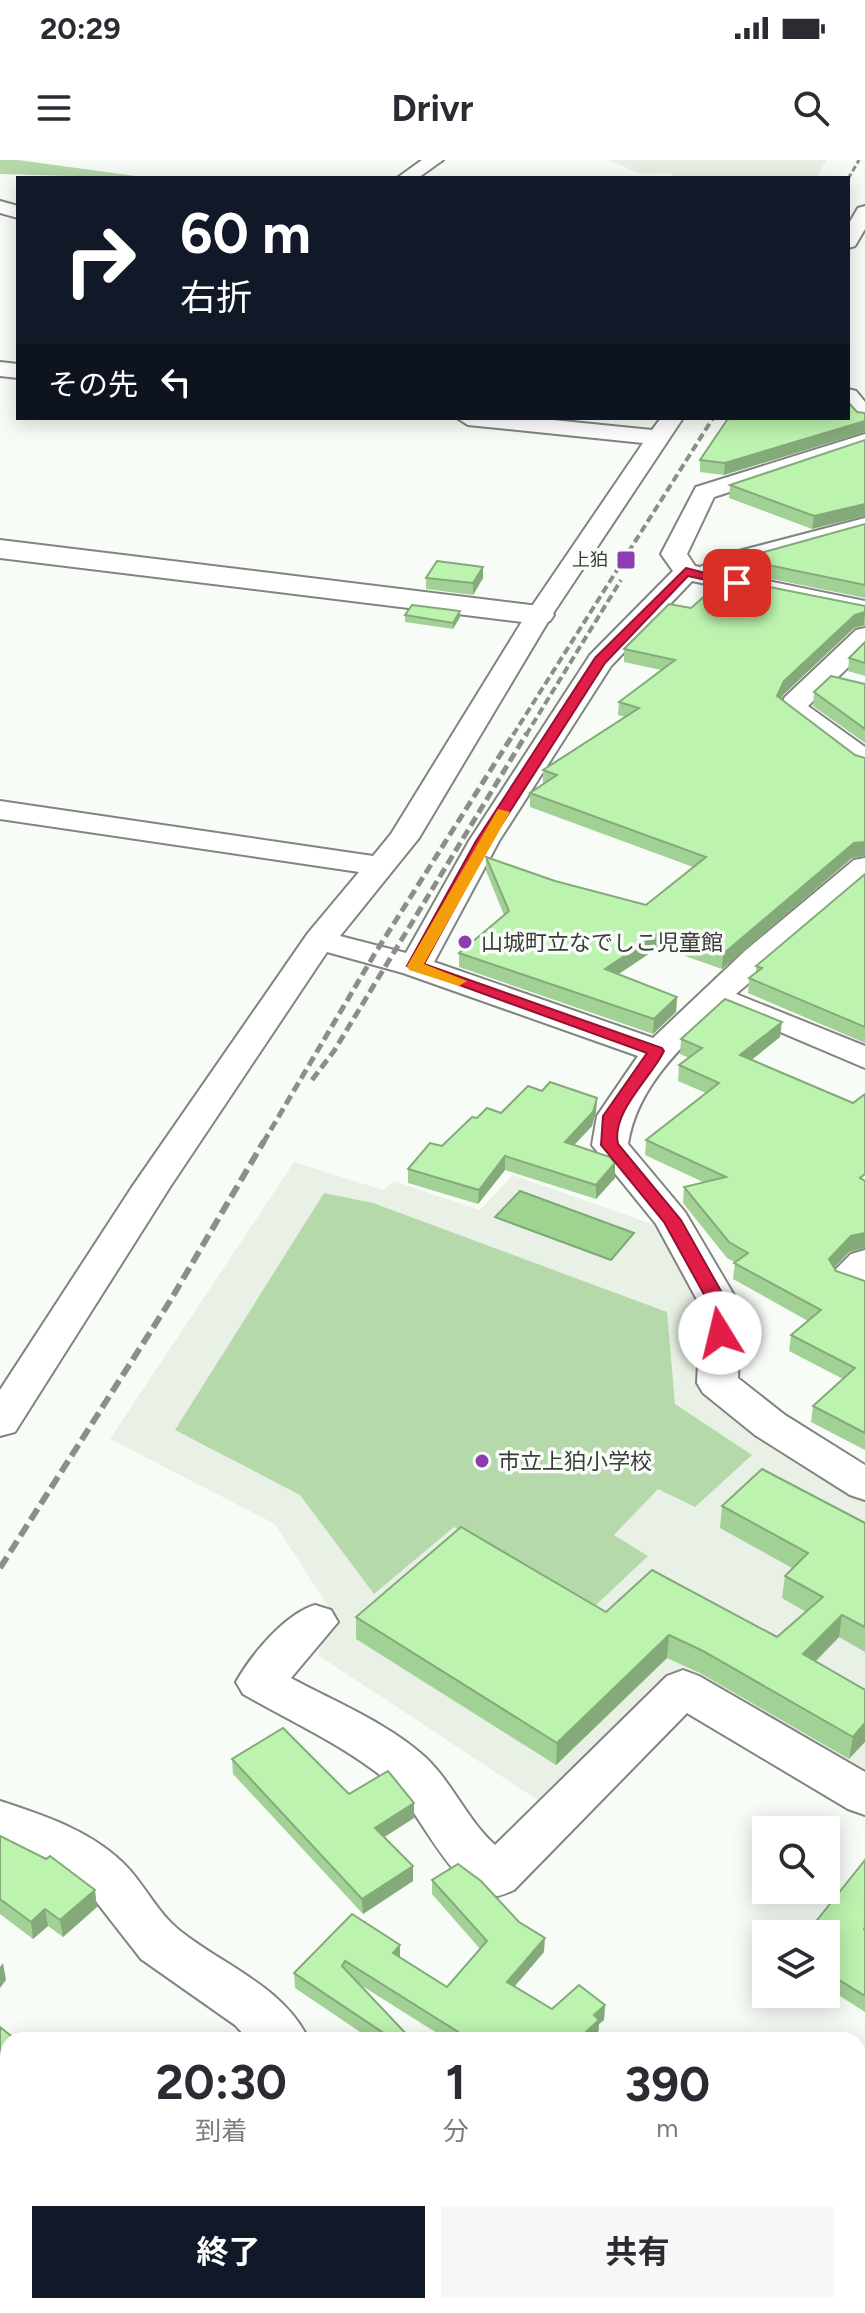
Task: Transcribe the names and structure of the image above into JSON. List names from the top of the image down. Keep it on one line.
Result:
{"places":{"transit":["上狛"],"other":["山城町立なでしこ児童館","市立上狛小学校"]},"page":{"status":"20:29","header":"Drivr","turn":["60 m","右折"],"then":"その先","eta":["20:30","到着","1","分","390","m"],"buttons":["終了","共有"]}}
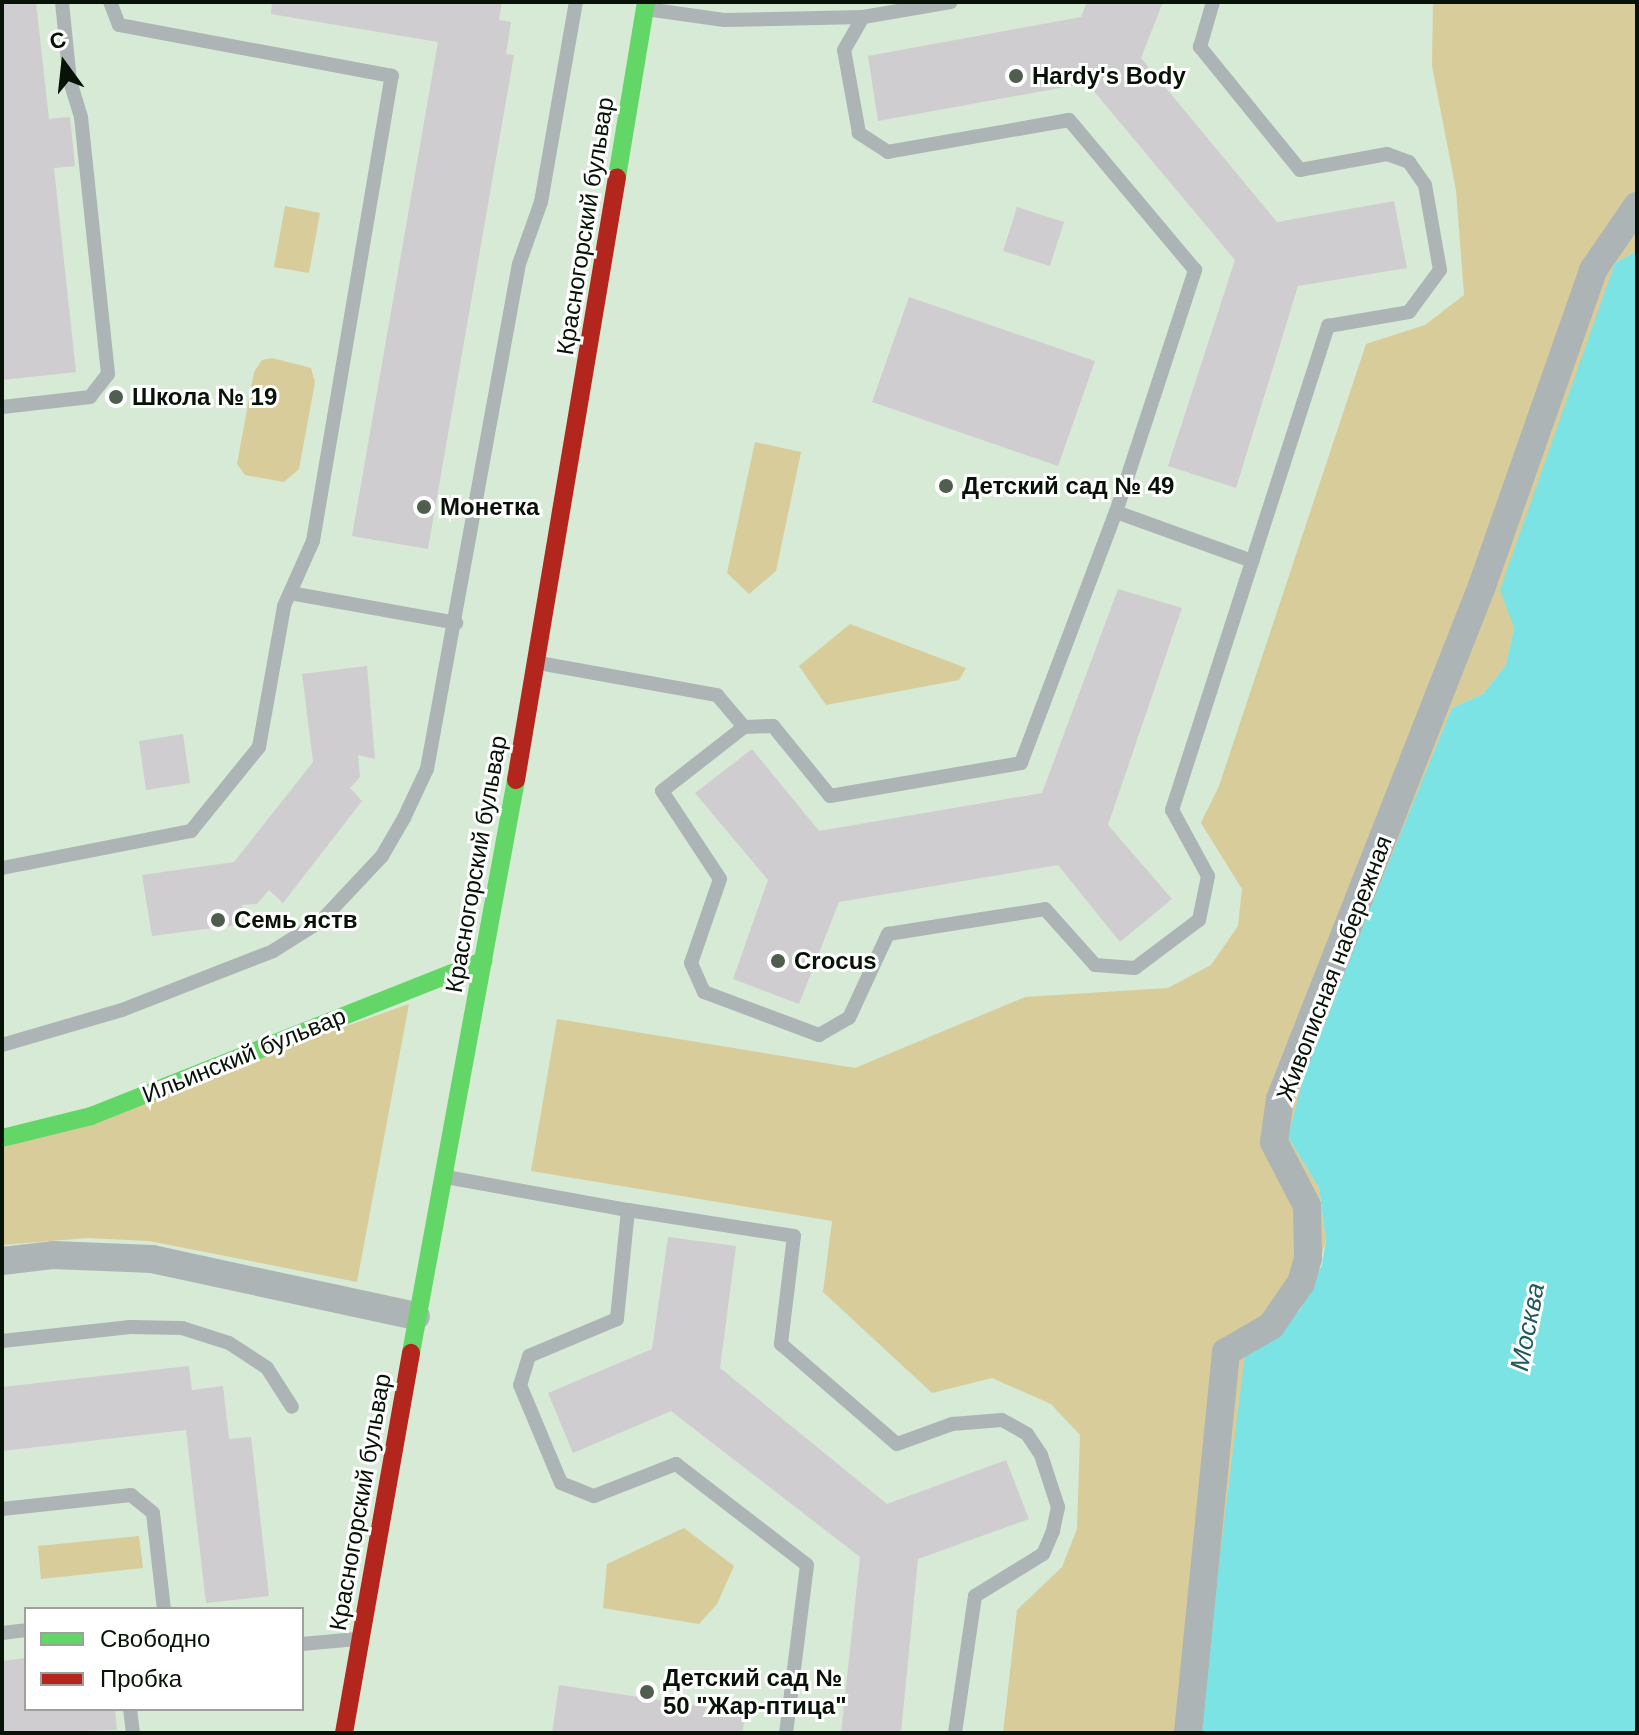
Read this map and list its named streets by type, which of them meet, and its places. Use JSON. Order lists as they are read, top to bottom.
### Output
——
What you are asked to do: Any pictures above are to be left out. Retype the rest of the records exactly.

Reply to the exercise:
Task: Transcribe the names and structure of the image above into JSON. List names from the top of the image down. Keep it on one line.
Result:
{"places":{"transit":["上狛"],"other":["山城町立なでしこ児童館","市立上狛小学校"]},"page":{"status":"20:29","header":"Drivr","turn":["60 m","右折"],"then":"その先","eta":["20:30","到着","1","分","390","m"],"buttons":["終了","共有"]}}
Read this map and list its named streets by type, which of them meet, and its places. Use JSON. Order lists as they are read, top to bottom.
### Output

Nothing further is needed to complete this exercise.